研究課題
基盤研究(C)
Pathogenesis related(PR)遺伝子は病原体が植物に感染したとき,植物防御のひとつとして発現される遺伝子である。一方,土壌細菌アグロバクテリウム(Agrobacterium tumefaciens)は植物に感染して根頭癌腫病を誘発する。その腫瘍遺伝子のひとつに6bがある。私たちは日本産アグロバクテリウムの6b遺伝子(AK-6b)が植物の二次代謝物であるフェニルプロパノイドの蓄積を高めていることを示した。
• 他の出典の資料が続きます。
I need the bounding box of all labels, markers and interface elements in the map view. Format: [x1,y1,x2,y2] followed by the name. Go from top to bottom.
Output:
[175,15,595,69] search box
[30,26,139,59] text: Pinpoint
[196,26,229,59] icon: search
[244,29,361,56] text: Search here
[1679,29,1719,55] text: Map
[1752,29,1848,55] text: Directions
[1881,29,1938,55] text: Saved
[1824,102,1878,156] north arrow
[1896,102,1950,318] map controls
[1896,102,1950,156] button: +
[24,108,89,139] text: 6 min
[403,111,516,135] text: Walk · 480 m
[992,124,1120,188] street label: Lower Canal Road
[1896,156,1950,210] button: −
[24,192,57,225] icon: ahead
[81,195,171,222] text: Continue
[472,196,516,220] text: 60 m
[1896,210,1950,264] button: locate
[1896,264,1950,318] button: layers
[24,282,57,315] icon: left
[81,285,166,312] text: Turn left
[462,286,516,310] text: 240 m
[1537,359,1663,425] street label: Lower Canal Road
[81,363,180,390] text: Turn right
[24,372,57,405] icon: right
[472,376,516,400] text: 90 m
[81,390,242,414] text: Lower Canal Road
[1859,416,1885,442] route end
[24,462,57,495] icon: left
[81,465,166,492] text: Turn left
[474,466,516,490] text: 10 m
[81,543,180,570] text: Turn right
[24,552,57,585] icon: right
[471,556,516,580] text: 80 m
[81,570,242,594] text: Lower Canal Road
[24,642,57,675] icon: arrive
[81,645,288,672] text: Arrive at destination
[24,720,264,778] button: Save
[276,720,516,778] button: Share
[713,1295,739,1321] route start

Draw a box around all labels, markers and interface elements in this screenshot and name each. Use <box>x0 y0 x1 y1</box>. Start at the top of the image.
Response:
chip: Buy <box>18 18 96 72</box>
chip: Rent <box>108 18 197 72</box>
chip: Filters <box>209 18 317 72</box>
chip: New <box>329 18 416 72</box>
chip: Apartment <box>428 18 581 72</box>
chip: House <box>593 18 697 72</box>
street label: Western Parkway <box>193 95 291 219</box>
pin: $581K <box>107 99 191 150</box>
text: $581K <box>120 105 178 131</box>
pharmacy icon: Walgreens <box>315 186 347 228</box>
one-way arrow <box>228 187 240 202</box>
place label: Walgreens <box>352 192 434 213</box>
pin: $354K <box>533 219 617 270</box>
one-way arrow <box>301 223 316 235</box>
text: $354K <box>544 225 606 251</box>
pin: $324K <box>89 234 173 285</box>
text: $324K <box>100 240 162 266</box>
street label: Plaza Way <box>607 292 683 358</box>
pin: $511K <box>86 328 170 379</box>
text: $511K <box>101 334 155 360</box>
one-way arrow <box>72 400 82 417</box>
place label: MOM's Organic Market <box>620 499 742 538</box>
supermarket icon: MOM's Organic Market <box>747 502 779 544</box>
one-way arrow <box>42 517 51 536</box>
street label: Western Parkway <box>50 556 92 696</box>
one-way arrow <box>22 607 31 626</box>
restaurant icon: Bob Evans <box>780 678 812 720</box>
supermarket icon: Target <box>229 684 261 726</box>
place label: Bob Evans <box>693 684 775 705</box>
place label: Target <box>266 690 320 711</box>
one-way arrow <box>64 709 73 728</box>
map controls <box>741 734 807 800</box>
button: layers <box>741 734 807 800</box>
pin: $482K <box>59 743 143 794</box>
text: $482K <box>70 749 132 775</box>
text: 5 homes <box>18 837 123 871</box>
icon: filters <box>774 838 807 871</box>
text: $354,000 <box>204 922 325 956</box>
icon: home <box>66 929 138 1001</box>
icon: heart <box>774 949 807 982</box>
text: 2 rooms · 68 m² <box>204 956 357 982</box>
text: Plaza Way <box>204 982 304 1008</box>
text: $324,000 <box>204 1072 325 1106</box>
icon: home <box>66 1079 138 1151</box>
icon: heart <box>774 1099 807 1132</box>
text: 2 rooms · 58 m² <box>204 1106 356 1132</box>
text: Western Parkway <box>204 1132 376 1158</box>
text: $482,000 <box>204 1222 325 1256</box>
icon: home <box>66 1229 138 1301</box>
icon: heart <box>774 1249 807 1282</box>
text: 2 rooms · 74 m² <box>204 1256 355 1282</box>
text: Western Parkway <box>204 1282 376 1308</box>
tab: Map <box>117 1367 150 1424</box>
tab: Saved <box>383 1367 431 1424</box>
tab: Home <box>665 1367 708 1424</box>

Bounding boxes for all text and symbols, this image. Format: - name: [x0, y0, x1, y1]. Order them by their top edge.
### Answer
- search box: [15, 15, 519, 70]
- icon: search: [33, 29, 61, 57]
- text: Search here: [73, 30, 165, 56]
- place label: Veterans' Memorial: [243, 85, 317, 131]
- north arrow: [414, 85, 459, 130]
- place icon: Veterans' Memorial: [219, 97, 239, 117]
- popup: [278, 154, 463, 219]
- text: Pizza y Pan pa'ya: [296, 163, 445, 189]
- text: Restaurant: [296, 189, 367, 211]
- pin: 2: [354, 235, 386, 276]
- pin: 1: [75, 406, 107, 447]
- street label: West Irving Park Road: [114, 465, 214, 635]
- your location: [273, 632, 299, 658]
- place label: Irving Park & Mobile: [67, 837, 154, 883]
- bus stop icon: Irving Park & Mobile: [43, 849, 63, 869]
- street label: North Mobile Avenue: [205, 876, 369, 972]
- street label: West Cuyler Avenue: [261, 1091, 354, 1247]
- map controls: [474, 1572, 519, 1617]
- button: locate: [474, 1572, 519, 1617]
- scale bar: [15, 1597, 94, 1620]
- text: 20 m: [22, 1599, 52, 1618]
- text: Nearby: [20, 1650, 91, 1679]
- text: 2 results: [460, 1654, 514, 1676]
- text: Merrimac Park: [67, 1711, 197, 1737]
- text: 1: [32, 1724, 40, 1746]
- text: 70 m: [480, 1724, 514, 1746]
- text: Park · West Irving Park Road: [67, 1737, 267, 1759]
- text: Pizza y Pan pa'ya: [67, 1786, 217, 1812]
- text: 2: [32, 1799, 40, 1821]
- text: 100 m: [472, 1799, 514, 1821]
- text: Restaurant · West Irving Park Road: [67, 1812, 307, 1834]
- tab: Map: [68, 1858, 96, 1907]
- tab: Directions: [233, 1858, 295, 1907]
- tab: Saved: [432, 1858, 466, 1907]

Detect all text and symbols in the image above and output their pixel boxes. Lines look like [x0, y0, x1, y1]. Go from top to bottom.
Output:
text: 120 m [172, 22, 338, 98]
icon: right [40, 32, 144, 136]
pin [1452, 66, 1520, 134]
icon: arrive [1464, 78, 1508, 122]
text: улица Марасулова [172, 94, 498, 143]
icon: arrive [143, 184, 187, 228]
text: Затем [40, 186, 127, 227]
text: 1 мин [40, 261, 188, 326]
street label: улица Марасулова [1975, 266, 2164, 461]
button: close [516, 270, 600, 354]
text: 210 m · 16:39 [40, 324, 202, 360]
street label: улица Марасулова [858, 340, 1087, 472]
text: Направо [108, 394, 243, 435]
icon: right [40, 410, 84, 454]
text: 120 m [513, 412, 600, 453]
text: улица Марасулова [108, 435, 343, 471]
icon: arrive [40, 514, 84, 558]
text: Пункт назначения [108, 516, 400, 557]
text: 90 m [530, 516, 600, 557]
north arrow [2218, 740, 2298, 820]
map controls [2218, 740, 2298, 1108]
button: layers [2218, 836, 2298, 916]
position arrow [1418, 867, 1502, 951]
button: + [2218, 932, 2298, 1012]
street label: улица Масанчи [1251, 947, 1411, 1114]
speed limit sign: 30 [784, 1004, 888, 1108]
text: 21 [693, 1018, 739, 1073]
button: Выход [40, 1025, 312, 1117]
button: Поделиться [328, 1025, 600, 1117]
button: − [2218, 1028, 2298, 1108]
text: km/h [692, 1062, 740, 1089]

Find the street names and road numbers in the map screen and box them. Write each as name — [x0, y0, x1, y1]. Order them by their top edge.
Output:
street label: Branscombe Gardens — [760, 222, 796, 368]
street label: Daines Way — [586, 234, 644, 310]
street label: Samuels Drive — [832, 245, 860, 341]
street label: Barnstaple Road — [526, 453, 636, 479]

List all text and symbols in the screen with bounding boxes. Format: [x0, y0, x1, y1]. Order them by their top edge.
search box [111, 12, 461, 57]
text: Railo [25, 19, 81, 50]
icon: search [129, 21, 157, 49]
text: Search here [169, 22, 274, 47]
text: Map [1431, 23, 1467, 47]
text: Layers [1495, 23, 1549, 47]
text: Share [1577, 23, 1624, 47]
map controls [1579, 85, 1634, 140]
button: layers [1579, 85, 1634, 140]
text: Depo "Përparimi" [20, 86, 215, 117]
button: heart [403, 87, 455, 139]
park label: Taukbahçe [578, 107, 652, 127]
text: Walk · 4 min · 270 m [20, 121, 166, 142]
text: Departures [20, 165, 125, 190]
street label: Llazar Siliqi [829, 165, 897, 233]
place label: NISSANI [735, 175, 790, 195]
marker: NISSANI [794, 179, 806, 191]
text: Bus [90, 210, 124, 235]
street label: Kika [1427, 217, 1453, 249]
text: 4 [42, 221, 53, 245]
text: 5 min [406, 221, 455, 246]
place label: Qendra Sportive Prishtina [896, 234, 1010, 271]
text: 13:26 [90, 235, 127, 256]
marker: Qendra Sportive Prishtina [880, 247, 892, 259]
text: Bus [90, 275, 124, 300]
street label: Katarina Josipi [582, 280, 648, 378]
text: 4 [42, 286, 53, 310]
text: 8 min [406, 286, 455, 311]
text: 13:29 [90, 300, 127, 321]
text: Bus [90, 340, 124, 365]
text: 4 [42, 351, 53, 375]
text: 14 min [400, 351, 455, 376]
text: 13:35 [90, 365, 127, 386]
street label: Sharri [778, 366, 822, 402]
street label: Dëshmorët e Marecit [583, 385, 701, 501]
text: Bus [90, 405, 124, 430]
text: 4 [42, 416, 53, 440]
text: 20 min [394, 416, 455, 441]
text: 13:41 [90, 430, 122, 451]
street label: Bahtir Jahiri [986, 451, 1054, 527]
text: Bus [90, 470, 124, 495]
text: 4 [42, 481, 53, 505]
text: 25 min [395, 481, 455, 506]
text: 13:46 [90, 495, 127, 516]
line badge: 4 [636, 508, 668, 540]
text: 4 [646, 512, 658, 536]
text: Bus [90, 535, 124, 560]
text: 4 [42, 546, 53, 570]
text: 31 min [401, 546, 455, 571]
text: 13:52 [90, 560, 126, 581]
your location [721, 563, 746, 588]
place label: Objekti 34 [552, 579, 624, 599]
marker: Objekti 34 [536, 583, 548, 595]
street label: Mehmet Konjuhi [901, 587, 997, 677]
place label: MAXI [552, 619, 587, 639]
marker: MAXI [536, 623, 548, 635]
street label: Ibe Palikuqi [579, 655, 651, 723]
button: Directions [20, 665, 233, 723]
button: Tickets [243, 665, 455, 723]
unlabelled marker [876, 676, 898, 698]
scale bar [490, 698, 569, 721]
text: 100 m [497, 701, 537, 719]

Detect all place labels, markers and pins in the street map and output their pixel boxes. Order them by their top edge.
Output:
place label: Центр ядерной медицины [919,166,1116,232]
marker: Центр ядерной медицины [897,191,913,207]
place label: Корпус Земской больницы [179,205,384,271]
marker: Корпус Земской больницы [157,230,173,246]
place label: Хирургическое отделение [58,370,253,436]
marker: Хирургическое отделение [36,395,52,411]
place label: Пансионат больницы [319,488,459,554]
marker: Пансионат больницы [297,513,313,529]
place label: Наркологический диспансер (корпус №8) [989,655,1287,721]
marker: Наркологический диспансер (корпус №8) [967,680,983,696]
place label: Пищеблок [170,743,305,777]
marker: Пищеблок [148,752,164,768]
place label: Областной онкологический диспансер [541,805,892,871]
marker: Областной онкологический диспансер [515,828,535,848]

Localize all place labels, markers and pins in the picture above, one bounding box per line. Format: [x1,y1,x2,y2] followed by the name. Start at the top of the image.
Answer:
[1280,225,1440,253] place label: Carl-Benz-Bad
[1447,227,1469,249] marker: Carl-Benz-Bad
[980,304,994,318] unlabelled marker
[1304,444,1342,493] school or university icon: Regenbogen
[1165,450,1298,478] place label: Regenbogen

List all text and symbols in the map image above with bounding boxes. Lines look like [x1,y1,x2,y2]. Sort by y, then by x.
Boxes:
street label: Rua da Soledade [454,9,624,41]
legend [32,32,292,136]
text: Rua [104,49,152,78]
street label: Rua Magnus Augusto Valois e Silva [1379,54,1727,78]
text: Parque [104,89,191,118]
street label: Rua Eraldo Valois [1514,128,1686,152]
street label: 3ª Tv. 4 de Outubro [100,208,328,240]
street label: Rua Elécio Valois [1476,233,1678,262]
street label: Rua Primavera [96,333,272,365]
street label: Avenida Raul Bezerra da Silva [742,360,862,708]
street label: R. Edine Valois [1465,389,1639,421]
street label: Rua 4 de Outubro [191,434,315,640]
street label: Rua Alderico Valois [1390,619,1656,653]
フェニルプロパノイドは抗菌物質であり、PR1aも抗菌性を有しておりまた相互の遺伝子発現も一部オーバーラップする。そこでAK-6b遺伝子がPR1a遺伝子発現に及ぼす影響を調べた。CaMV35S、自身、デキサメタゾン誘発性など種々のプロモーターに制御されたAK-6bを用い、さまざまなレベルで発現するトランスジェニックタバコを作出した。この組織を植物ホルモンを含む(あるいは含まない)MS培地で育成した後、RNAを抽出し、PR1aをプローブとしてノーザンハイブリダイゼーションを行なった。PR1 mRNA蓄積量とAK-6b mRNA蓄積量には目立った相関は認められなかった。そこで、組織をホルモンフリー培地で培養した後、オーキシンを含む培地へ移し、0日〜6日までのタイムコースを調べたところ、AK-6b遺伝子を発現している組織では野生型タバコに比べPR1 mRNAレベルは顕著に低かった。6日目以降は同じレベルとなった。従って、オーキシン存在下ではAK-6b遺伝子はPR1 mRNAの発現誘発を遅らせていることが分かった。サリチル酸投与ではいずれの場合も誘発が見られた。また、T7.TagおよびHis.Tagされたクローンを用いてAK-6b蛋白の精製を行い、ほぼ均一のレベルまで精製することができた。